### [What you should do]
Pictures stay out of the copy. Repeat exactly the lines from the first entry below through the line that contains "Map reading. Parse", and nothing beyond.

### [Listed entries]
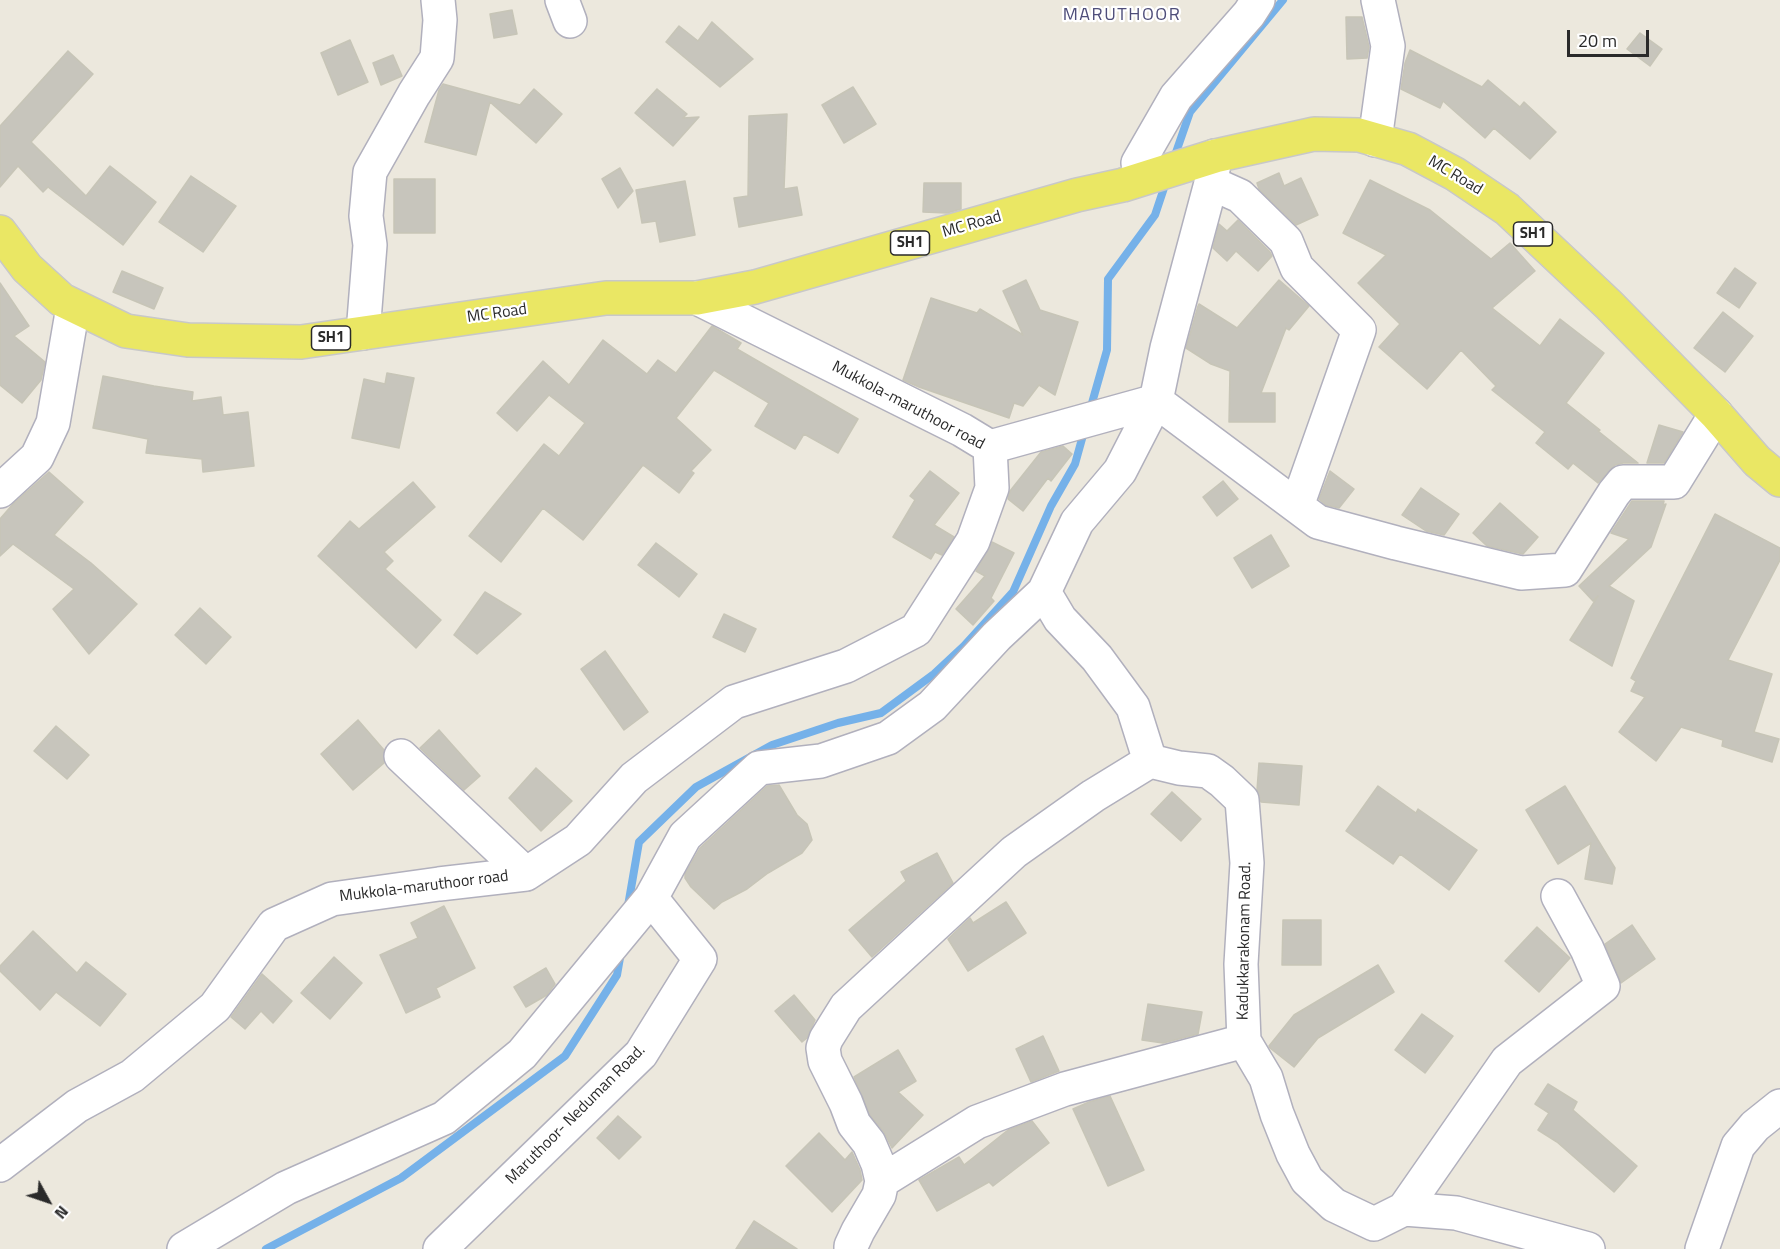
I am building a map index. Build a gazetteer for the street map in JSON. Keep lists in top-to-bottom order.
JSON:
{
  "streets": {
    "main road": ["MC Road", "SH1"],
    "street": ["Mukkola-maruthoor road", "Kadukkarakonam Road.", "Maruthoor- Neduman Road."]
  },
  "crossings": [
    ["MC Road", "Mukkola-maruthoor road"]
  ],
  "districts": ["MARUTHOOR"],
  "scale_bar": "20 m",
  "north": "bottom right"
}
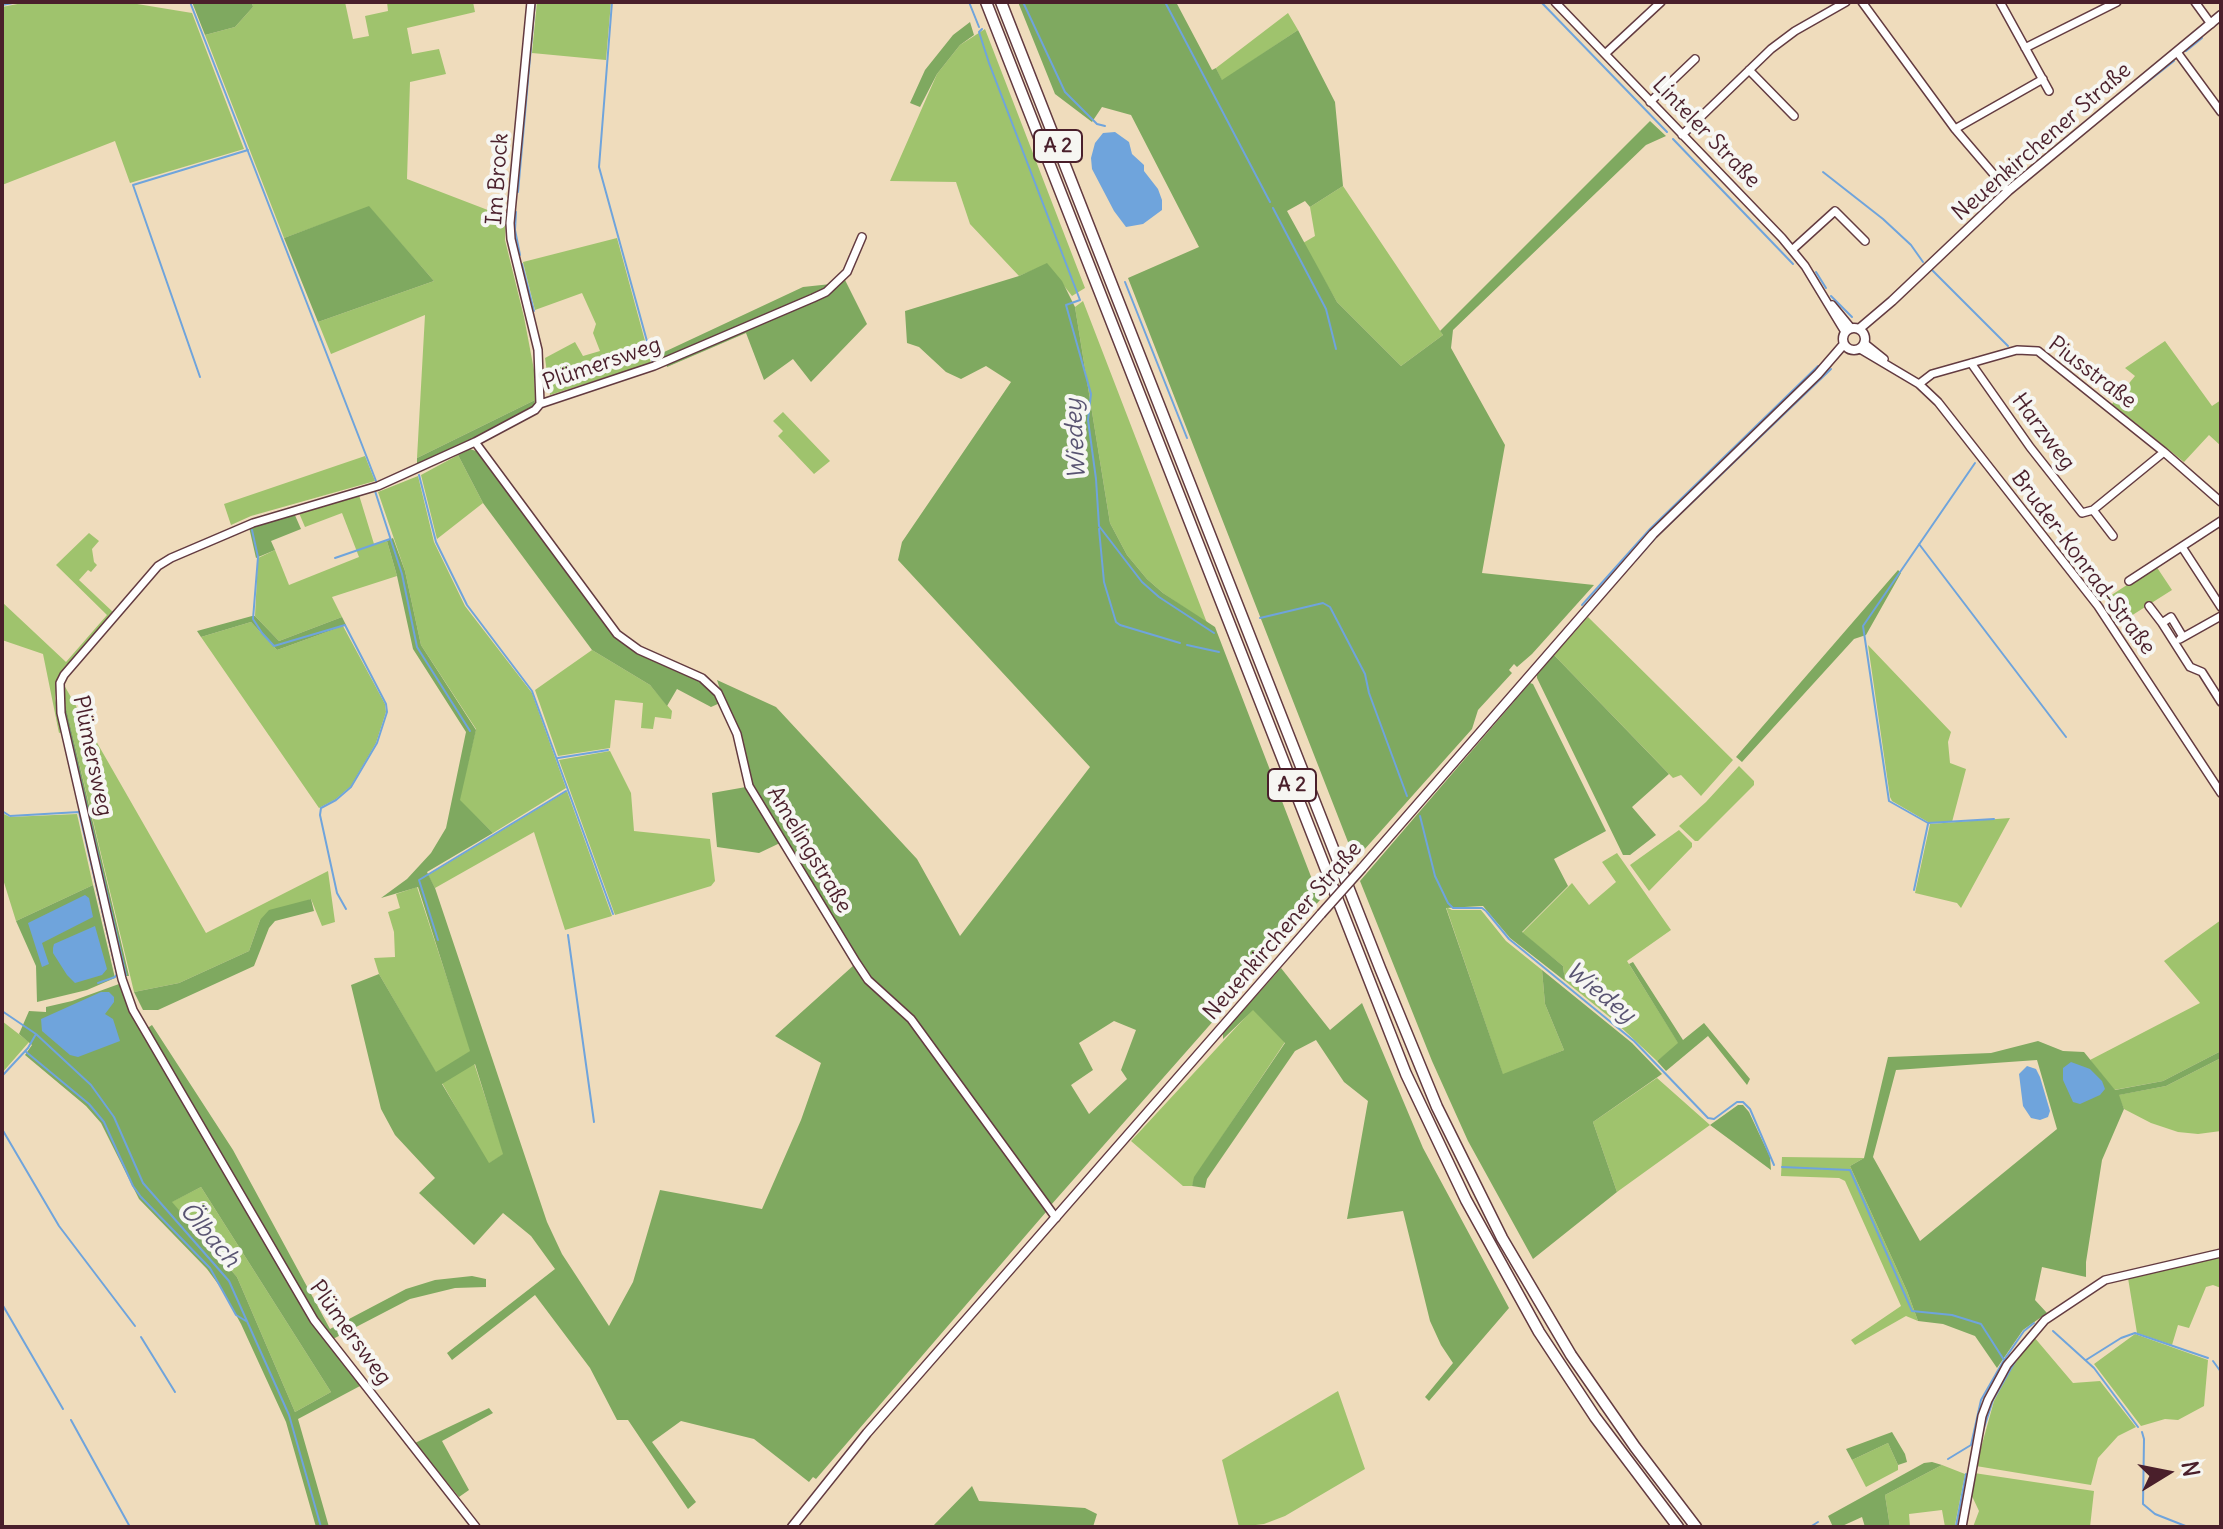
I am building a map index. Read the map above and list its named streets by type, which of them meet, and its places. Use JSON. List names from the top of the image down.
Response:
{
  "streets": {
    "highway": ["A 2"],
    "main road": ["Neuenkirchener Straße"],
    "street": [
      "Linteler Straße",
      "Im Brock",
      "Plümersweg",
      "Piusstraße",
      "Harzweg",
      "Bruder-Konrad-Straße",
      "Amelingstraße"
    ]
  },
  "crossings": [
    ["Linteler Straße", "Neuenkirchener Straße"],
    ["Linteler Straße", "Bruder-Konrad-Straße"],
    ["Neuenkirchener Straße", "Bruder-Konrad-Straße"],
    ["Neuenkirchener Straße", "Amelingstraße"],
    ["Im Brock", "Plümersweg"],
    ["Plümersweg", "Amelingstraße"],
    ["Piusstraße", "Harzweg"],
    ["Piusstraße", "Bruder-Konrad-Straße"]
  ],
  "water": ["Wiedey", "Ölbach"],
  "north": "right"
}
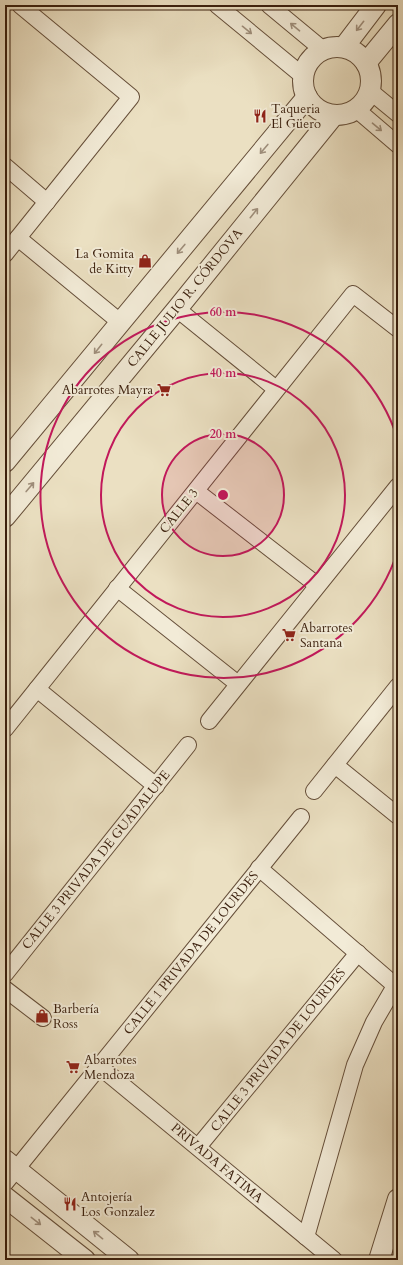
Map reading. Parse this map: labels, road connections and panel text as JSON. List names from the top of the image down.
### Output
{
  "streets": {
    "street": [
      "CALLE JULIO R. CÓRDOVA",
      "CALLE 3",
      "CALLE 3 PRIVADA DE GUADALUPE",
      "CALLE 1 PRIVADA DE LOURDES",
      "CALLE 3 PRIVADA DE LOURDES",
      "PRIVADA FATIMA"
    ]
  },
  "crossings": [
    ["CALLE 1 PRIVADA DE LOURDES", "PRIVADA FATIMA"],
    ["CALLE 3 PRIVADA DE LOURDES", "PRIVADA FATIMA"]
  ],
  "places": {
    "restaurant": ["Taqueria El Güero", "Antojería Los Gonzalez"],
    "shop": ["La Gomita de Kitty", "Barbería Ross"],
    "supermarket": ["Abarrotes Mayra", "Abarrotes Santana", "Abarrotes Mendoza"]
  },
  "rings": ["60 m", "40 m", "20 m"]
}
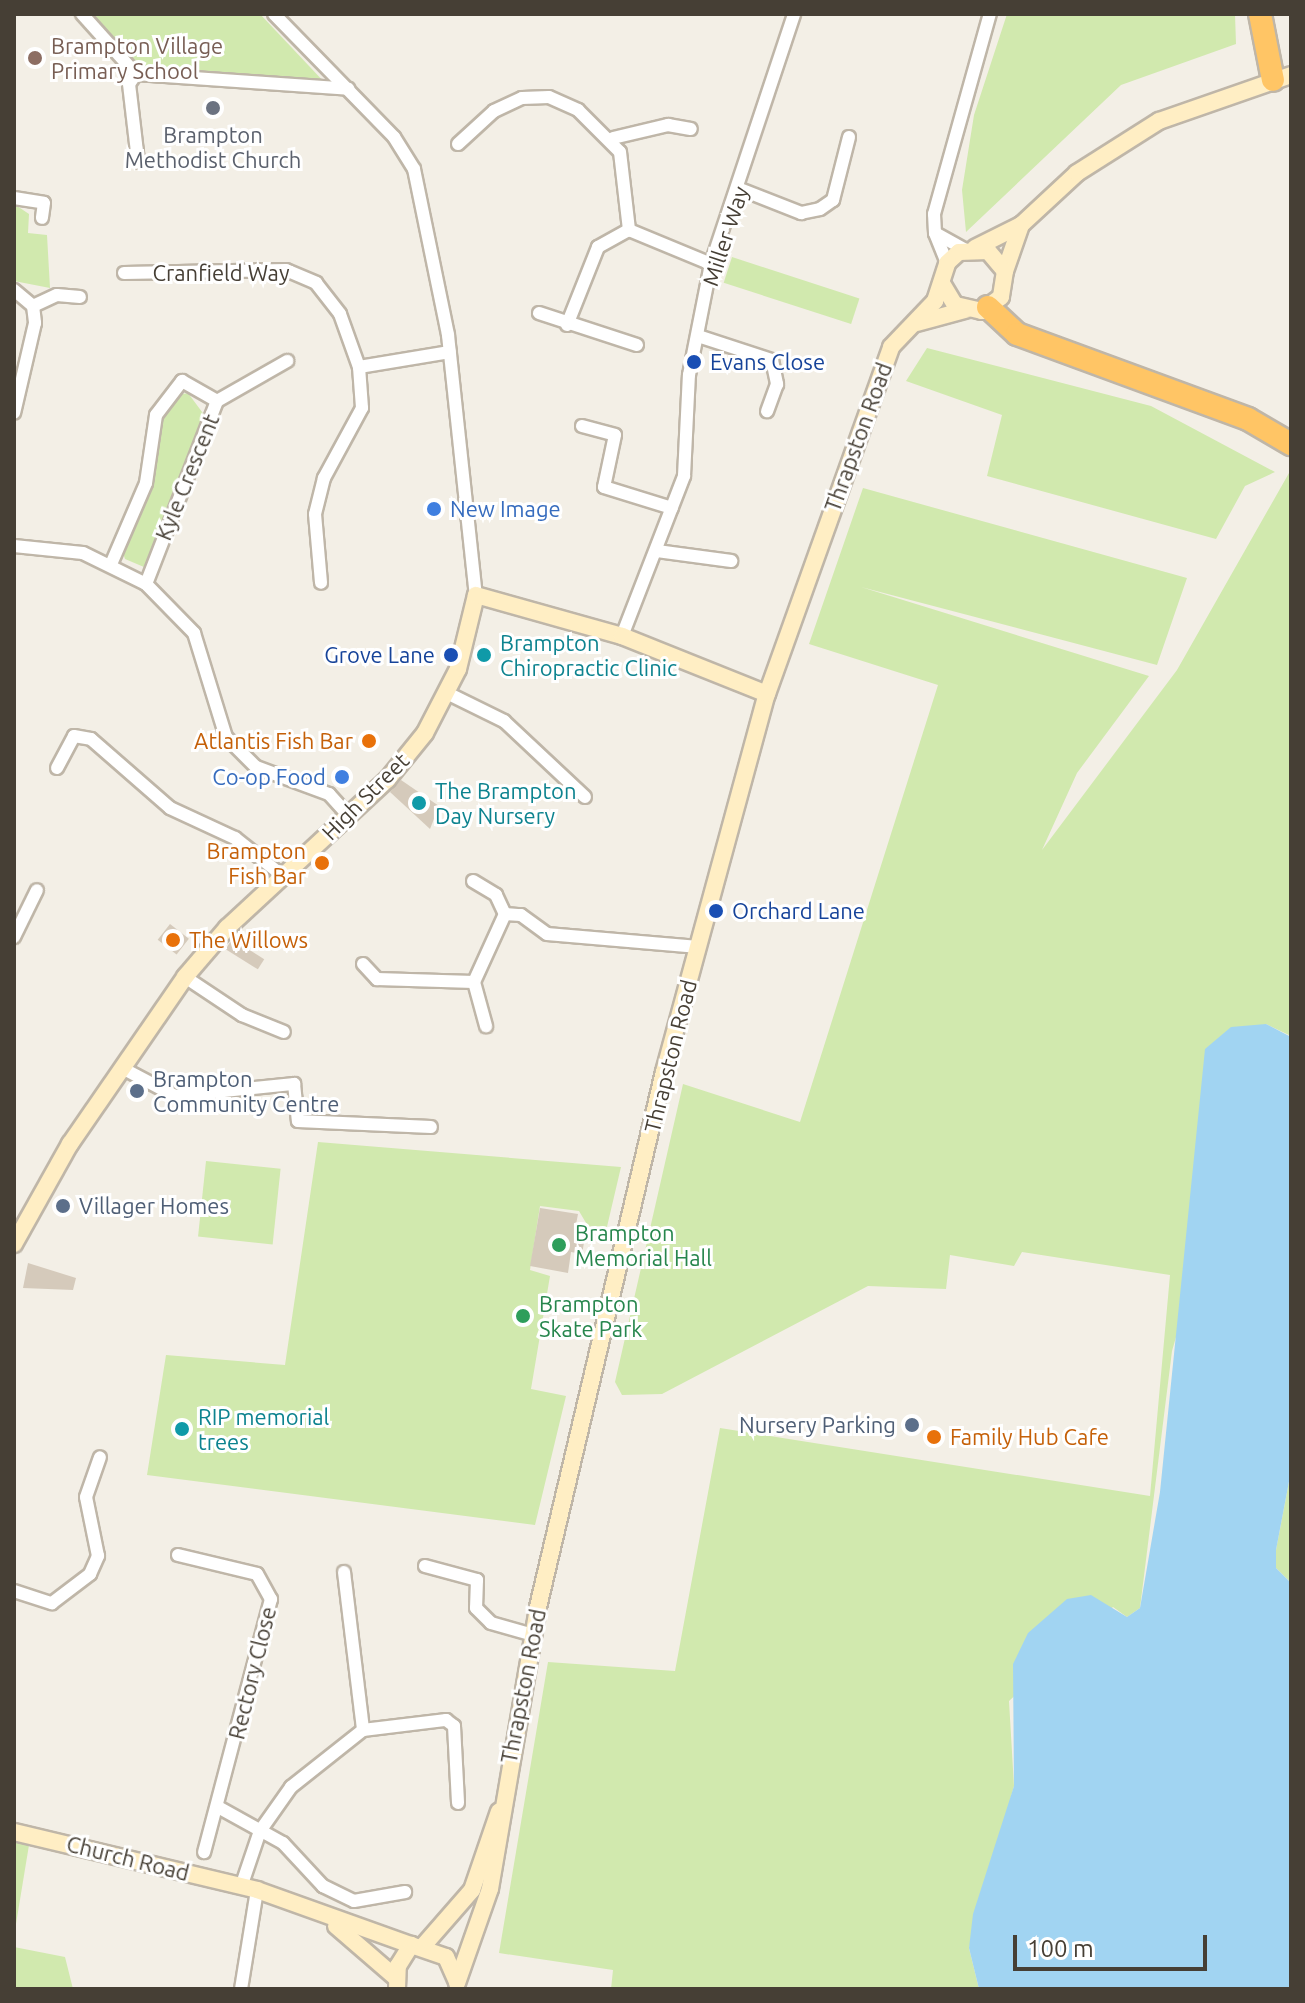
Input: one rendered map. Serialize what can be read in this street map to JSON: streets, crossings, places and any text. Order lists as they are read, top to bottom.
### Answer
{
  "streets": {
    "main road": ["Thrapston Road", "High Street", "Church Road"],
    "street": [
      "Miller Way",
      "Cranfield Way",
      "Kyle Crescent",
      "Rectory Close"
    ]
  },
  "crossings": [
    ["Thrapston Road", "Church Road"]
  ],
  "places": [
    "Brampton Village Primary School",
    "Brampton Methodist Church",
    "Evans Close",
    "New Image",
    "Grove Lane",
    "Brampton Chiropractic Clinic",
    "Atlantis Fish Bar",
    "Co-op Food",
    "The Brampton Day Nursery",
    "Brampton Fish Bar",
    "Orchard Lane",
    "The Willows",
    "Brampton Community Centre",
    "Villager Homes",
    "Brampton Memorial Hall",
    "Brampton Skate Park",
    "Nursery Parking",
    "RIP memorial trees",
    "Family Hub Cafe"
  ],
  "scale_bar": "100 m"
}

### [Task solution]
I am building a map index. Build a gazetteer for the street map in JSON. Keep lists in top-to-bottom order.
JSON:
{
  "streets": {
    "main road": ["MC Road", "SH1"],
    "street": ["Mukkola-maruthoor road", "Kadukkarakonam Road.", "Maruthoor- Neduman Road."]
  },
  "crossings": [
    ["MC Road", "Mukkola-maruthoor road"]
  ],
  "districts": ["MARUTHOOR"],
  "scale_bar": "20 m",
  "north": "bottom right"
}
I am building a map index. Read the map above and list its named streets by type, which of them meet, and its places. Use JSON. List names from the top of the image down.
Response:
{
  "streets": {
    "highway": ["A 2"],
    "main road": ["Neuenkirchener Straße"],
    "street": [
      "Linteler Straße",
      "Im Brock",
      "Plümersweg",
      "Piusstraße",
      "Harzweg",
      "Bruder-Konrad-Straße",
      "Amelingstraße"
    ]
  },
  "crossings": [
    ["Linteler Straße", "Neuenkirchener Straße"],
    ["Linteler Straße", "Bruder-Konrad-Straße"],
    ["Neuenkirchener Straße", "Bruder-Konrad-Straße"],
    ["Neuenkirchener Straße", "Amelingstraße"],
    ["Im Brock", "Plümersweg"],
    ["Plümersweg", "Amelingstraße"],
    ["Piusstraße", "Harzweg"],
    ["Piusstraße", "Bruder-Konrad-Straße"]
  ],
  "water": ["Wiedey", "Ölbach"],
  "north": "right"
}
Map reading. Parse this map: labels, road connections and panel text as JSON. List names from the top of the image down.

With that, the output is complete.